Jury awards $20 million after deadly attack by retired California police dog

Belgian shepherd dog / Malinois as police dog. (Photo by: Arterra/Universal Images Group via Getty Images)

A jury on Thursday awarded $20 million to the family of a man killed in a California dog attack and to his neighbor, who was injured.

A jury hearing a lawsuit in San Luis Obispo County awarded $7 million to the children of David Fear while his neighbor, Betty Long, will receive $13.8 million.

Long, then 86, was walking her dog outside her Grover Beach home and Fear, 64, had greeted her when they were attacked by a retired police dog, a Belgian Malinois that had broken through a fence and escaped a backyard, authorities said.

Fear died three days later.

The dog, Neo, was euthanized. He was a retired police dog from the San Joaquin Valley community of Exeter, which was named in the lawsuit along with the former police chief and K-9 supervisor.

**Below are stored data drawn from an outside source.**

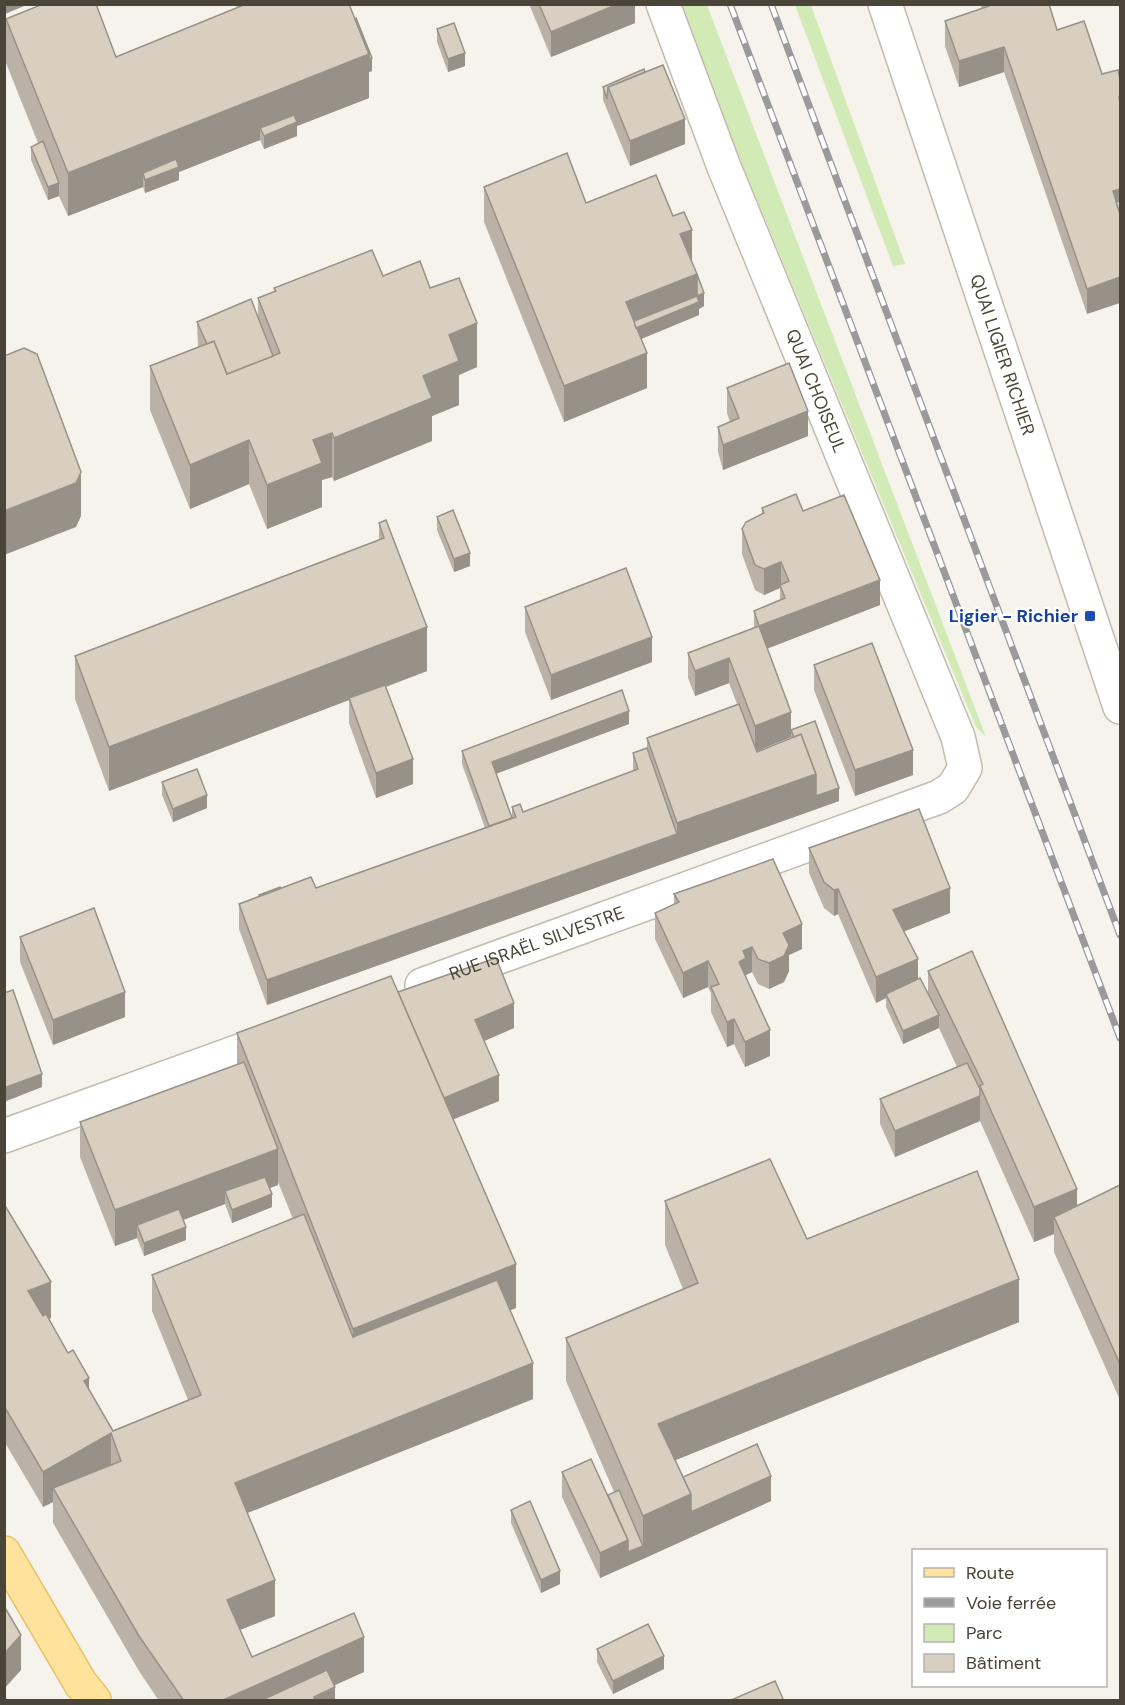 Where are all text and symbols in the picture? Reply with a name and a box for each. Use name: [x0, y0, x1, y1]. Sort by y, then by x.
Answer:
street label: QUAI LIGIER RICHIER: [964, 271, 1040, 439]
street label: QUAI CHOISEUL: [780, 326, 852, 456]
place label: Ligier - Richier: [949, 604, 1078, 628]
marker: Ligier - Richier: [1083, 609, 1097, 623]
street label: RUE ISRAËL SILVESTRE: [446, 900, 628, 986]
legend: [912, 1549, 1107, 1687]
text: Route: [966, 1561, 1014, 1585]
text: Voie ferrée: [966, 1591, 1056, 1615]
text: Parc: [966, 1621, 1002, 1645]
text: Bâtiment: [966, 1651, 1041, 1675] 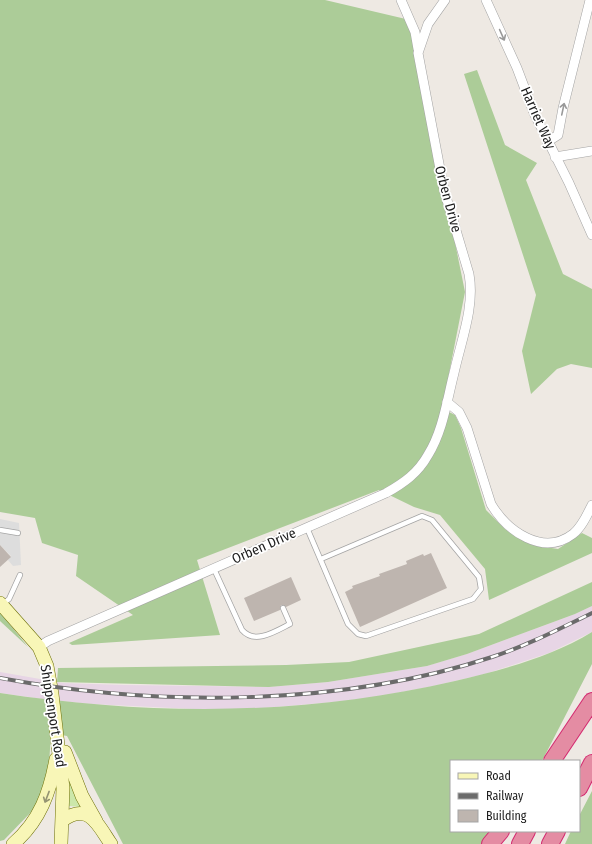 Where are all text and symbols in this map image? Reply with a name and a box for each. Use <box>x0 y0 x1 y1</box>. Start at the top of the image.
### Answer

The owner, Alex Geiger, was a former Exeter officer who bought the dog before joining the Grover Beach police force.

The lawsuit argued that the Exeter department failed to properly train Geiger in how to safely secure the animal, which was supposed to be kenneled whenever he wasn't around.

Geiger resigned from the Grover Beach police force several months after the attack. He was named in the suit but settled earlier.

Geiger also was criminally charged with manslaughter but acquitted.